Without looking it up online, how tall do you think the Eiffel Tower is?

eiffel

Your answer may be closer or farther from reality, but once everyone shares their estimate, the spread between answers is usually huge.

Now imagine you compare a picture of the Eiffel Tower with a picture of the Great Pyramid of Giza, and you know the pyramid is 139m tall. How tall would you say the Eiffel Tower is now?

guiza

At that point, most people get closer because they finally have a reference point.

And if we add even more information? We can also compare it with the Empire State Building, which is 449m tall:

empire-state

With these references in place, it becomes easier to estimate the height of the Eiffel Tower with more precision.

💡 As an extra note, the Eiffel Tower is 324m tall. Were you close?

The key is to have reference points. When a team estimates, it needs to agree on what a 1, a 3, a 7, an S, or an M actually means, or whatever naming system the team prefers.

The work starts before the estimation session itself: define what each label means for the whole team. For example: a UI authentication form is a 1, a REST API without business logic but with database persistence is a 3, and a task that spans from UI to database, including documentation and regression testing, is a 7.

The more real those examples are, the better. It helps to use specific tasks that have already been completed in the project.

Once those labels are defined, it is important to revisit them over time. Application complexity can grow, working methods can change, requirements can evolve, and technical debt may remain unresolved.

It is also worth remembering that these are team labels, for the team. As soon as team composition changes, it makes sense to redefine the system.

Keeping these references documented is a very good idea because it makes it easier to revisit them and track how they evolve.

⚠️ It is not advisable to have more than 3 labels.

Group consensus

So far we have talked about labels, estimation, and values from an individual point of view.
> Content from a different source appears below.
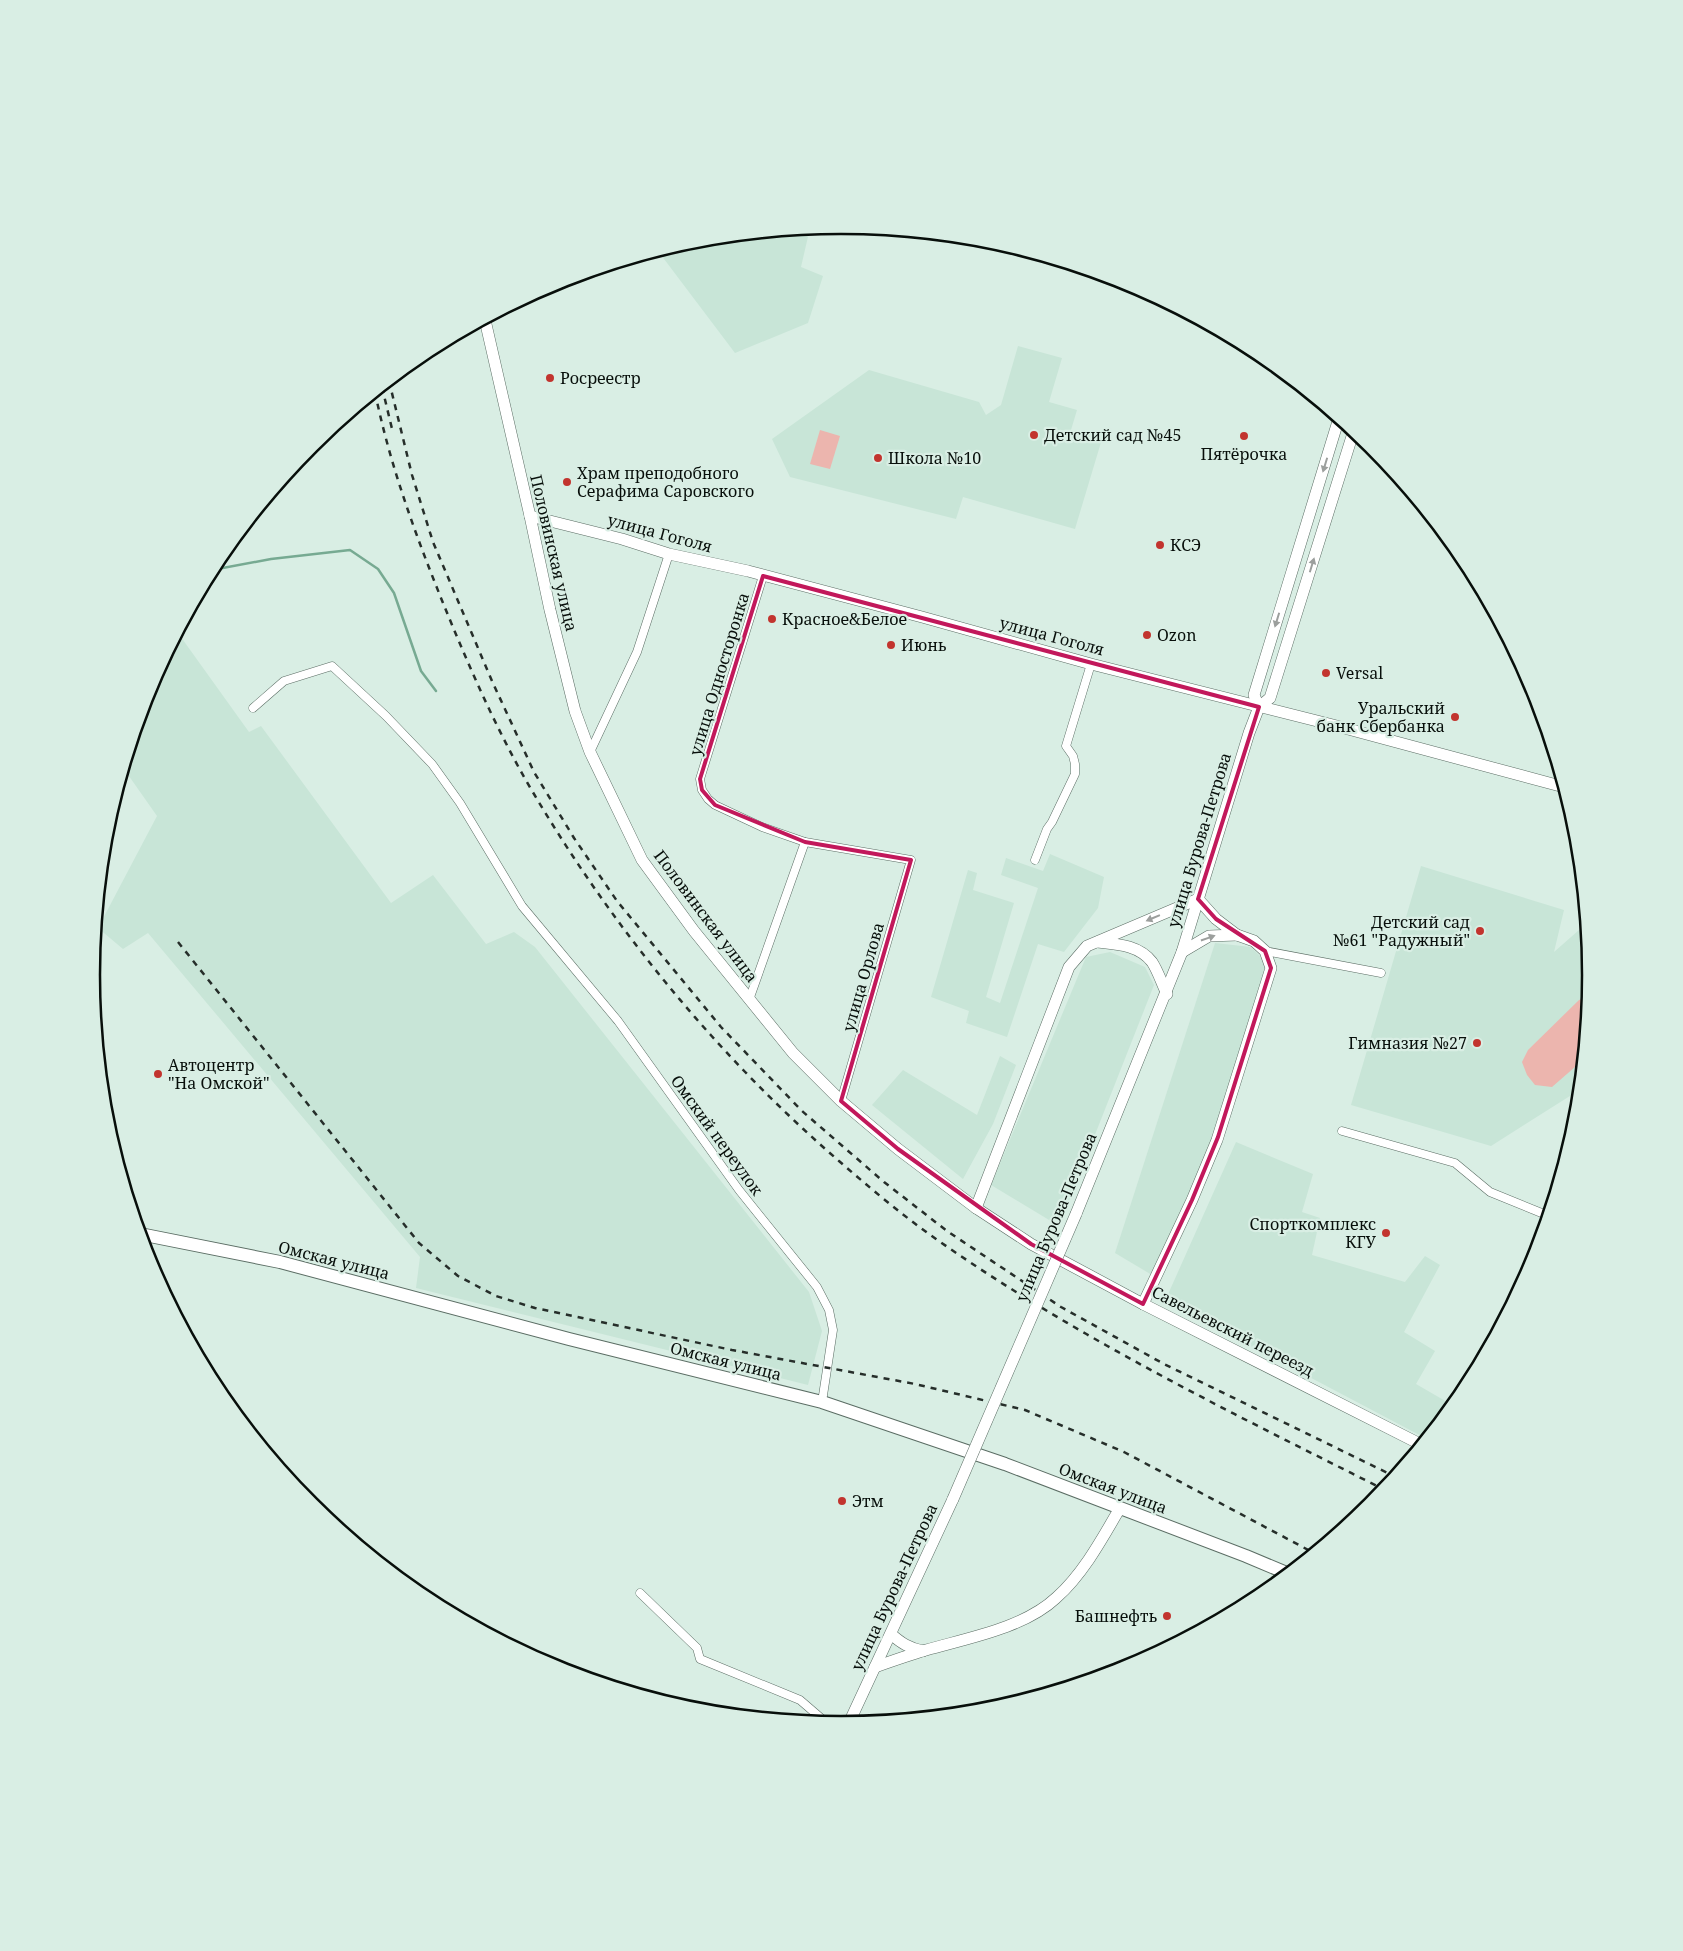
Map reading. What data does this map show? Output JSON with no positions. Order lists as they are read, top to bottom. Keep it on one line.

But in the end, this is team work. Quite often, more weight is given to the opinion of an expert than to the group as a whole.

Expertise is certainly a useful reference point, but it is not absolute truth. There is an experiment by Francis Galton that illustrates this perfectly.

In a town, two groups were formed: the first included only the town butcher, while the second consisted of the rest of the town. When people were asked to guess the weight of a piece of meat by sight, which group do you think was more accurate?

Surprisingly, even though the butcher’s answers were not far from reality, the town as a whole was often more precise. That comes from the collective factor: discussion, shared reasoning, and contrast. The butcher relied on experience, but had no chance to compare or debate, while the second group did.

Of course, external factors can affect the group too, such as the classic outlier who introduces wild estimates. Even so, in daily work we should remember that this is still an estimate, not a number carved in stone with zero tolerance for deviation.

Conclusion

First of all, thanks to Fernando Bogas Pomares for taking part in Agile Open Spain and sharing his Agile Coach perspective with the attendees. Thanks to that workshop example, we were able to define a few basic rules for labelling tasks, aligned by the team and revisited over time, which help improve precision in daily work.

On top of that, learning how to debate and reach consensus without treating expert opinion as unquestionable truth helps people feel more involved in everyday processes.